(Stored dataset items)
********************

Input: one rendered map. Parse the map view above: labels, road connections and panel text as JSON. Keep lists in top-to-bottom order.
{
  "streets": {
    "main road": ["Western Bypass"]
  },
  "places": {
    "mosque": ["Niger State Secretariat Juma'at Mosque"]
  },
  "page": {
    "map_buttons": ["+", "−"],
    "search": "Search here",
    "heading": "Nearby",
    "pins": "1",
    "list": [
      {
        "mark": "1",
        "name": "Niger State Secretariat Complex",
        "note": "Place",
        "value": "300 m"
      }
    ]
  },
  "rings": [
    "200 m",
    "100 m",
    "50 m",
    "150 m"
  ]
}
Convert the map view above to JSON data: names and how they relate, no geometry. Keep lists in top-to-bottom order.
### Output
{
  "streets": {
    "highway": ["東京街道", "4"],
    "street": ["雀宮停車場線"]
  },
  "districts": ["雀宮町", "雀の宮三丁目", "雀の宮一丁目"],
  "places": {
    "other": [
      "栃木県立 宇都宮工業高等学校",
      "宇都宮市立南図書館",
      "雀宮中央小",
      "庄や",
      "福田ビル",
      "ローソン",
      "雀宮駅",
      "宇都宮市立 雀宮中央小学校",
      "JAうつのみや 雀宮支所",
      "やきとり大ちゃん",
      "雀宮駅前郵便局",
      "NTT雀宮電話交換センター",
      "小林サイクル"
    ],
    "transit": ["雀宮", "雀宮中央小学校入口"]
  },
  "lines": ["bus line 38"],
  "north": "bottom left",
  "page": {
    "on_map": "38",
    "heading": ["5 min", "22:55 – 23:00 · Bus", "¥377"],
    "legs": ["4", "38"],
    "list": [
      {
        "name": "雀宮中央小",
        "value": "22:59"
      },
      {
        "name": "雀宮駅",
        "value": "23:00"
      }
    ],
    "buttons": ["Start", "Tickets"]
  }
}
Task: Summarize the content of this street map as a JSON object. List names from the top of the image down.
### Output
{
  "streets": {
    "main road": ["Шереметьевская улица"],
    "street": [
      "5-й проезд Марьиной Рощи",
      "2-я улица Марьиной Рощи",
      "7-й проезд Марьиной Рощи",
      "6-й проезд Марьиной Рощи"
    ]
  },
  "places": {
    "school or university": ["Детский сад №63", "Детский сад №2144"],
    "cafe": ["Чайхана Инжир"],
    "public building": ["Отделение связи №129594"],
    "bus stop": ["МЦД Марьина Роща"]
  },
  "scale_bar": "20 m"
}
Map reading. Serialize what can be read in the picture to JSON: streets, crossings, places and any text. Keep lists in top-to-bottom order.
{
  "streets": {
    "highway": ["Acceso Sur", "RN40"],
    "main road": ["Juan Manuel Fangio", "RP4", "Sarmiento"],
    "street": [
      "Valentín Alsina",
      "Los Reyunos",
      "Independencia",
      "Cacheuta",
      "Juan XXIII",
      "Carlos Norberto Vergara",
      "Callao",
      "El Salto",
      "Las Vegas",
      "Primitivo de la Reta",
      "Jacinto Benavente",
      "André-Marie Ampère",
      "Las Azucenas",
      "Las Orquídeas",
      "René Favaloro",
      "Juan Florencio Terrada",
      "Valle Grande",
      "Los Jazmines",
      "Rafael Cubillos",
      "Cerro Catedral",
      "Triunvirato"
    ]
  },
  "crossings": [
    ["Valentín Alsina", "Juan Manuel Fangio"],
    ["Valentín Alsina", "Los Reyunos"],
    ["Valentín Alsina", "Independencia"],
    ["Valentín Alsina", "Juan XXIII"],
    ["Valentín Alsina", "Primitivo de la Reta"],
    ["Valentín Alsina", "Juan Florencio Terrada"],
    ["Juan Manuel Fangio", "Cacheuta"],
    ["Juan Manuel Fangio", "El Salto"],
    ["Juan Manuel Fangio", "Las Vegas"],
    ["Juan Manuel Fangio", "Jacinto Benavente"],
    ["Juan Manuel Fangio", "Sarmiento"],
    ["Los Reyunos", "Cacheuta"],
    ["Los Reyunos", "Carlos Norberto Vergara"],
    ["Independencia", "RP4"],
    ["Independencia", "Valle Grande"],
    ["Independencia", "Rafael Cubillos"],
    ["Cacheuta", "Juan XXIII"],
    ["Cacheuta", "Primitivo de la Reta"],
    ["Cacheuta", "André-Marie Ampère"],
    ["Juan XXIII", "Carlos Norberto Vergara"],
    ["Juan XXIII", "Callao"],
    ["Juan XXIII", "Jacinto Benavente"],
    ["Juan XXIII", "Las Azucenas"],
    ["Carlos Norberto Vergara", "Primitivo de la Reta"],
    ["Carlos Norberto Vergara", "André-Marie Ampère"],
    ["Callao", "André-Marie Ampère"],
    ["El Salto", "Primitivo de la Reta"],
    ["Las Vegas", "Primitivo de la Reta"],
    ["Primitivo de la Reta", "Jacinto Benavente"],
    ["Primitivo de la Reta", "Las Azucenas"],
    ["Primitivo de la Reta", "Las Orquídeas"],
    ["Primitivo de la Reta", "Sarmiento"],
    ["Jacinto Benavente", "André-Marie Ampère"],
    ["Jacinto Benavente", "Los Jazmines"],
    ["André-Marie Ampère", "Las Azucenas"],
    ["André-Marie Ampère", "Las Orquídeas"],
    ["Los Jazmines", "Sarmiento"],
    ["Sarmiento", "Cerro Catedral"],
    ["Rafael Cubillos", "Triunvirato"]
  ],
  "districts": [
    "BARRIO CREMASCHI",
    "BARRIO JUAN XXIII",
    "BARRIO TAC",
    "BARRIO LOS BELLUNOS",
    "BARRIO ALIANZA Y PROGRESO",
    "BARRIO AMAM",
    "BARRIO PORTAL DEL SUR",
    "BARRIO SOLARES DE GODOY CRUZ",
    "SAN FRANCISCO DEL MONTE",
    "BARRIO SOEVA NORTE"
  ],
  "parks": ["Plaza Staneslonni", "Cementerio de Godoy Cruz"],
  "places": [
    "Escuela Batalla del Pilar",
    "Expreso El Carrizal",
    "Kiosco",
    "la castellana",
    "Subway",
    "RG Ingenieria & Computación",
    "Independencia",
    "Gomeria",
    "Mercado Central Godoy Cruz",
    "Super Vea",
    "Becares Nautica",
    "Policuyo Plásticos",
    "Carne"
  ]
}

********************

_Activity_
When you find a line in the records that contains the word "crossings", copy it.

_Answer area_
Map reading. Serialize what can be read in the picture to JSON: streets, crossings, places and any text. Keep lists in top-to-bottom order.
  "crossings": [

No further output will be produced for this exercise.